Pollen vermehrt auch im Winter

Augenjucken und eine rinnende Nase sind nicht immer Anzeichen einer Erkältung. Ca. 1,7 Millionen Österreicherinnen und Österreicher leiden unter einer chronischen Allergie, die meisten davon sind pollenbedingt. Doch was nur wenige wissen: Auch im Winter können Pollen für Allergiebeschwerden sorgen!

Prognose vom Allergiezentrum Schweiz, Stand 18.2.20:  Am Mittwoch sorgt der Durchzug einer Störung für einen Rückgang der Pollenkonzentrationen. Am Donnerstag und Freitag wird es wieder sonnig und mild, was die Pollenbelastung steigen lässt. Südlich der Alpen erreichen Hasel- und Erlenpollen starke Belastungswerte. Daneben sind über den gesamten Prognosezeitraum Pappelpollen in geringen Konzentrationen in der Luft.

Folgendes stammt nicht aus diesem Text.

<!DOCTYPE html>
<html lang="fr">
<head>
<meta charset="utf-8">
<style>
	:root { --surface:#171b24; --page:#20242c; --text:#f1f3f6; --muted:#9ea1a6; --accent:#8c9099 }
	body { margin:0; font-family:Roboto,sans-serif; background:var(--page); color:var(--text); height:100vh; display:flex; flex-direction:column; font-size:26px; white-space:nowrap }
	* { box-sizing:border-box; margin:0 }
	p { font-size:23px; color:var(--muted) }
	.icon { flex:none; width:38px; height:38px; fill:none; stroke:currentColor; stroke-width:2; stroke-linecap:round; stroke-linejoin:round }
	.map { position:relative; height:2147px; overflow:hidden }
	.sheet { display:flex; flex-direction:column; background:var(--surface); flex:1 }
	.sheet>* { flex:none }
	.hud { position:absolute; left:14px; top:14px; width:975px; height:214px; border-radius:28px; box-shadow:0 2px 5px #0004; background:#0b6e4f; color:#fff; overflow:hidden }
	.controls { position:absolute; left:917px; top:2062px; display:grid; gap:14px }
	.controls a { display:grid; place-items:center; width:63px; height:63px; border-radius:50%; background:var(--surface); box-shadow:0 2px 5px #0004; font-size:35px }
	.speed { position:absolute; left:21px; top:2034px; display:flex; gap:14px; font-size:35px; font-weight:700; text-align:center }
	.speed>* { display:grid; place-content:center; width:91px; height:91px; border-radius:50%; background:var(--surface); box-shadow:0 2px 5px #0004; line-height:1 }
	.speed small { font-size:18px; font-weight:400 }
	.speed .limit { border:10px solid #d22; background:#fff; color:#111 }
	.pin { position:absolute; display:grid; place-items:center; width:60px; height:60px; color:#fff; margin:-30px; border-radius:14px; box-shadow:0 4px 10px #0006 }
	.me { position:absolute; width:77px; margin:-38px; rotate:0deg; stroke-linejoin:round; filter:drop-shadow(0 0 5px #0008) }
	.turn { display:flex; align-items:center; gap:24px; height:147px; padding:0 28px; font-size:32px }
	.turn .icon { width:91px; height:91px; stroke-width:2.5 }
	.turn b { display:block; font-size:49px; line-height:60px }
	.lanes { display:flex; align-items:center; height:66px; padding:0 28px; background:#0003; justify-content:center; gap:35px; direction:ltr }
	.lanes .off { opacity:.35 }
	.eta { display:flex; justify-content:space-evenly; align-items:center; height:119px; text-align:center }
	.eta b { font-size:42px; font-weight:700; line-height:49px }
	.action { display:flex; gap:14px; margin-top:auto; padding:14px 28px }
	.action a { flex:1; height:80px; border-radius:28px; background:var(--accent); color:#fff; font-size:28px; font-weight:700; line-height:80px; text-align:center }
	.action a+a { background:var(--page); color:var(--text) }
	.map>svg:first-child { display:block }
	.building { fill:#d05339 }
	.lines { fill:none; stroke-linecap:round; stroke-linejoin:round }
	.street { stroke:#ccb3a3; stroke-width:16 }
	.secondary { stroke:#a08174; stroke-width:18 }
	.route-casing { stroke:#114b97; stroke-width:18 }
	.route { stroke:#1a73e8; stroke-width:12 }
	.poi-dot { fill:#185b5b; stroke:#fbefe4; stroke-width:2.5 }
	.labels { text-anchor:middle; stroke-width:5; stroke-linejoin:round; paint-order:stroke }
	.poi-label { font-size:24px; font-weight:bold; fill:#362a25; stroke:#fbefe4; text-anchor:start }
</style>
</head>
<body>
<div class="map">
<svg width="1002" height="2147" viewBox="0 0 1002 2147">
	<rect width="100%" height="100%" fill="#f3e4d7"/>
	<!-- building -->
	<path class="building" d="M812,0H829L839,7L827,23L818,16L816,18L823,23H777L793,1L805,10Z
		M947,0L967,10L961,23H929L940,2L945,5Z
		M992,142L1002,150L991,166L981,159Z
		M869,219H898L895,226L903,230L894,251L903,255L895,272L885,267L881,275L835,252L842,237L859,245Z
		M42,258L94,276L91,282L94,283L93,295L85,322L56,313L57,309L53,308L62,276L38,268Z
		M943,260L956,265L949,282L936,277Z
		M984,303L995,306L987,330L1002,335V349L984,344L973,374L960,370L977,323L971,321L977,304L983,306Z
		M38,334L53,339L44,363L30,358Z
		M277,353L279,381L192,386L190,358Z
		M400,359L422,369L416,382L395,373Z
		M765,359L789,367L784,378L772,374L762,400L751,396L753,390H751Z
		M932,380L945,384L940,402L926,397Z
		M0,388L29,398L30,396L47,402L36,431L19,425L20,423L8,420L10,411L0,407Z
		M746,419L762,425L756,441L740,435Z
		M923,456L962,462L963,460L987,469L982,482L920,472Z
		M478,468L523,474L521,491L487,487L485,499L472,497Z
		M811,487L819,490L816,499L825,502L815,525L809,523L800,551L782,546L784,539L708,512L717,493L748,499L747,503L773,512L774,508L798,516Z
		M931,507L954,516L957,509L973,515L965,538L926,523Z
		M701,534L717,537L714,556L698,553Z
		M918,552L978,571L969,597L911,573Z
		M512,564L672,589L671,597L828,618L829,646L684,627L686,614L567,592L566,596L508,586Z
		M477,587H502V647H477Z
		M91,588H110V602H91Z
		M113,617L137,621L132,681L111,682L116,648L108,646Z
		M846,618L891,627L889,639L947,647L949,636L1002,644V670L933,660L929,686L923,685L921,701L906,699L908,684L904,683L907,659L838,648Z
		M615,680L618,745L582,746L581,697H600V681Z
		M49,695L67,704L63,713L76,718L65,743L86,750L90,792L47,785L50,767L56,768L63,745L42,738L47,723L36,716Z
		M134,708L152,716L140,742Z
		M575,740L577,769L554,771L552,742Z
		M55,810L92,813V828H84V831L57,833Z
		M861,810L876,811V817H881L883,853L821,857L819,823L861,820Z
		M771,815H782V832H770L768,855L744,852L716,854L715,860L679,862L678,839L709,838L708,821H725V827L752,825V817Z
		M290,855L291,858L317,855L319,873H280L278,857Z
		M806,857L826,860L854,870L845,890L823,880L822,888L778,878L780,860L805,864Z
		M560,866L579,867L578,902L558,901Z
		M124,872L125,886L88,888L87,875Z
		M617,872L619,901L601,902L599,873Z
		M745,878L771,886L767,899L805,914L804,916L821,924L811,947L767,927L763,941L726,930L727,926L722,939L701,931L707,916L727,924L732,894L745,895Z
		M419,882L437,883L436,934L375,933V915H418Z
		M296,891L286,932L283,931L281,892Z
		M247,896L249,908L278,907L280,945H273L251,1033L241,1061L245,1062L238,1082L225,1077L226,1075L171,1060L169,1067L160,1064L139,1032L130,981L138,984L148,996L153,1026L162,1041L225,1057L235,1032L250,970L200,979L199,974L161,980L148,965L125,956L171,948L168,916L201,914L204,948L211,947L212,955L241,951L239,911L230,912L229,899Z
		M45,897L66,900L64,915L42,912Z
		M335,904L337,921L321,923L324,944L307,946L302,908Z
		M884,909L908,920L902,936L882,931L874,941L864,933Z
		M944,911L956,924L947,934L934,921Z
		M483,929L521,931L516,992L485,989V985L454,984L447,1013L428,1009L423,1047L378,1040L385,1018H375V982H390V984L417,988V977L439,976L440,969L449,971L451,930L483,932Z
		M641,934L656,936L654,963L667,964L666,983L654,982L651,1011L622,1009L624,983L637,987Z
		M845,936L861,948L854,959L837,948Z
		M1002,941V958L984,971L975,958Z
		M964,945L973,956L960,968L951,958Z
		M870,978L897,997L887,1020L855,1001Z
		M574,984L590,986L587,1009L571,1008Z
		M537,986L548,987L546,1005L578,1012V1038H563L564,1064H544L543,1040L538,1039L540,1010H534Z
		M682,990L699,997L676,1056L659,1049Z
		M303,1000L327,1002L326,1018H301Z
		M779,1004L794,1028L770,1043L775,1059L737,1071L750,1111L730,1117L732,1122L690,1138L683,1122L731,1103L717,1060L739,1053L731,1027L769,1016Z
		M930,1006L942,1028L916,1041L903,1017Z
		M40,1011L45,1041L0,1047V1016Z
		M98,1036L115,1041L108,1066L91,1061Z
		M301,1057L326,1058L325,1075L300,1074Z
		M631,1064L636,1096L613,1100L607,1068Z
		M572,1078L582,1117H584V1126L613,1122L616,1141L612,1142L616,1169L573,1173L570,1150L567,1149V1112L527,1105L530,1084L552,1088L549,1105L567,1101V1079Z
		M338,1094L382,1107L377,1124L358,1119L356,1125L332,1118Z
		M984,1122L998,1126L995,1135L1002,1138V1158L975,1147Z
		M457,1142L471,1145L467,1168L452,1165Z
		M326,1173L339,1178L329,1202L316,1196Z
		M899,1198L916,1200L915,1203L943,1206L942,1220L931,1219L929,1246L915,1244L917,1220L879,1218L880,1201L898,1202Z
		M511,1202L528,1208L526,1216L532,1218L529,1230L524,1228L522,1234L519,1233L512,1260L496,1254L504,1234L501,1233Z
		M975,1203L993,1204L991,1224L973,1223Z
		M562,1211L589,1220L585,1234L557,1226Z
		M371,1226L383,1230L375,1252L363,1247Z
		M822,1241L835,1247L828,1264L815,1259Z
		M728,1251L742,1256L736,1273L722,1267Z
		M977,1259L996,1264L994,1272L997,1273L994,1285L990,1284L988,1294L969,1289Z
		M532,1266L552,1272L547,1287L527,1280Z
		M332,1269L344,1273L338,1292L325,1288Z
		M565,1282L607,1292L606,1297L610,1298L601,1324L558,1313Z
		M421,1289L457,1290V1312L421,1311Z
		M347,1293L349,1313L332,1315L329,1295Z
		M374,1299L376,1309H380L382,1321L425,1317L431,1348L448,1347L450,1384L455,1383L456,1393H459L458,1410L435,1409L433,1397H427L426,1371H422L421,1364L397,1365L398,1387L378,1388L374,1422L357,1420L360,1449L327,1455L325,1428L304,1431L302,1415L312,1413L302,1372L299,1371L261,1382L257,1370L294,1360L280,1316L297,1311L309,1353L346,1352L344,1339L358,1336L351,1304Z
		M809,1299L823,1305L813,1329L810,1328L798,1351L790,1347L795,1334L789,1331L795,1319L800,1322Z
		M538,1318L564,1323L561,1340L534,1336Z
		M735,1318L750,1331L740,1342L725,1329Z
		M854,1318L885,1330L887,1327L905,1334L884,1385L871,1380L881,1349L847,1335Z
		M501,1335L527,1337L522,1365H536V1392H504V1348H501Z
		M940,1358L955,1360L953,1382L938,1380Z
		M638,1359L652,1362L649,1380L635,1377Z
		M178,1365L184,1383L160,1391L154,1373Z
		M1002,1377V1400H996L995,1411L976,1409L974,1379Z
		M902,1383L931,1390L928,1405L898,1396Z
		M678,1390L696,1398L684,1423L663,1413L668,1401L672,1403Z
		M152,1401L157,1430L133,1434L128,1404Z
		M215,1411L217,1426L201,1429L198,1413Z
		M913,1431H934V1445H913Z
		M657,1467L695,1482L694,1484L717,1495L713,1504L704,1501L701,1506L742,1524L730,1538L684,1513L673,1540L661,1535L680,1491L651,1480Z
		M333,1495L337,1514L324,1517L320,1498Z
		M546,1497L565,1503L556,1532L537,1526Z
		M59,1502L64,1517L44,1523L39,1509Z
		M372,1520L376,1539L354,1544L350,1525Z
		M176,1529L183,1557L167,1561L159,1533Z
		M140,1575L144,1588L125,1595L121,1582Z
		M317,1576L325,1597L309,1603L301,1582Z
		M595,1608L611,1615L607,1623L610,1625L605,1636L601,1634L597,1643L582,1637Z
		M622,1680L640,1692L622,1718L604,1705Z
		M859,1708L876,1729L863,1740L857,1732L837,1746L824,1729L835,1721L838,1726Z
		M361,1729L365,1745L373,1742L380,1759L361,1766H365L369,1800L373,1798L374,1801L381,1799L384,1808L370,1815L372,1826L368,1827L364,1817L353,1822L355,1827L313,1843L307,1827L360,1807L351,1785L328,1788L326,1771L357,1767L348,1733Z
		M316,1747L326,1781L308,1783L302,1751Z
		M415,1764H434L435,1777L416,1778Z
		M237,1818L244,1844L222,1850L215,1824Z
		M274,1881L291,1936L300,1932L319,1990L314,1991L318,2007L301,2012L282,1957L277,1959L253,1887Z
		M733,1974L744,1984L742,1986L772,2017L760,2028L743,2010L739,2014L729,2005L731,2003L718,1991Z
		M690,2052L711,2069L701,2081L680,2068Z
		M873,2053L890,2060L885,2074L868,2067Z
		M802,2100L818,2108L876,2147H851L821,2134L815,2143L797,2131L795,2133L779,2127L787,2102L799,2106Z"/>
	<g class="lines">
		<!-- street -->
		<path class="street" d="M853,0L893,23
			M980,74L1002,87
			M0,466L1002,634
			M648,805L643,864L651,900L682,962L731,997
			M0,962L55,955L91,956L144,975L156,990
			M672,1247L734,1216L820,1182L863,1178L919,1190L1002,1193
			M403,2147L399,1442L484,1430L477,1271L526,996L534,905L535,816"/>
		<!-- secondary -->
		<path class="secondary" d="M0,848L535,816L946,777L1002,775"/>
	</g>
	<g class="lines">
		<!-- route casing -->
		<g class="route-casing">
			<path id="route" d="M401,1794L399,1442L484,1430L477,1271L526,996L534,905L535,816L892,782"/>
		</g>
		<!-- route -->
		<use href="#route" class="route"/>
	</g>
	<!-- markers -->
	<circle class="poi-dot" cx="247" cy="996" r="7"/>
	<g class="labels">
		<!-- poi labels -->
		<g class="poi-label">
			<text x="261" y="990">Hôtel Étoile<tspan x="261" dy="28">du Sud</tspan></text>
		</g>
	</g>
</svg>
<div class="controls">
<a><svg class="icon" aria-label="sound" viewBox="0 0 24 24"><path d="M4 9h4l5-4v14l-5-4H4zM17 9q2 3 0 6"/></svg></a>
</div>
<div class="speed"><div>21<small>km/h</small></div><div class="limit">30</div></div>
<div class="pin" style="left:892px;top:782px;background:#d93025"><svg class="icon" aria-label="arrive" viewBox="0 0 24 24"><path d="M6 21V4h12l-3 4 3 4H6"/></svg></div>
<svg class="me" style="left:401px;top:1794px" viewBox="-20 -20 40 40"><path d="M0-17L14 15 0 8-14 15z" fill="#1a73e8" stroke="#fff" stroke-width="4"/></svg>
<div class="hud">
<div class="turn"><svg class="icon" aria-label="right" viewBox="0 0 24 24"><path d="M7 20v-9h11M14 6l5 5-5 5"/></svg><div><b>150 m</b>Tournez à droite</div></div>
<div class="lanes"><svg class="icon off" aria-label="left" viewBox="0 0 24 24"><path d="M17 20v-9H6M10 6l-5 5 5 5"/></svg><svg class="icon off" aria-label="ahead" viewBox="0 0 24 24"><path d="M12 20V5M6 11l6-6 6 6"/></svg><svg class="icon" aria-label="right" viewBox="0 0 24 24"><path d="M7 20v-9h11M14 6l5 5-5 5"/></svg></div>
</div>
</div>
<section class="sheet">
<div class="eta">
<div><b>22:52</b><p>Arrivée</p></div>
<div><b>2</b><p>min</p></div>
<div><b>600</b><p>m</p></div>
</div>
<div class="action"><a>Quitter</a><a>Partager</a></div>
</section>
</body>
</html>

Immer stärkere und längere Allergien

„Während Allergiker früher oft nur wenige Wochen im Jahr Beschwerden hatten, weitet sich diese Zeitspanne aus. Denn einerseits verlängern sich die Blütezeiten und andererseits steigt die Zahl der Menschen, die auf verschiedene Pollenarten allergisch reagieren“, weiß Harry Tischhauser von der unabhängigen Plattform MeineRaumluft. Außerdem erhöht sich gemäß Forschern der Technischen Universität München europaweit auch die Menge der Pollen aufgrund des Klimawandels und führt so zu zusätzlichen Belastungen. Aber nicht nur das Vorhandensein und die Menge der Pollen sind für die Allergiebelastung alleine ausschlaggebend. Denn Pollen haben auch das Potential, allergiefördernde Substanzen von anderen Luftschadstoffen zu „übertragen“. Dabei reicht schon ein Pollenkontakt von etwa einer Minute, um Symptome auszulösen.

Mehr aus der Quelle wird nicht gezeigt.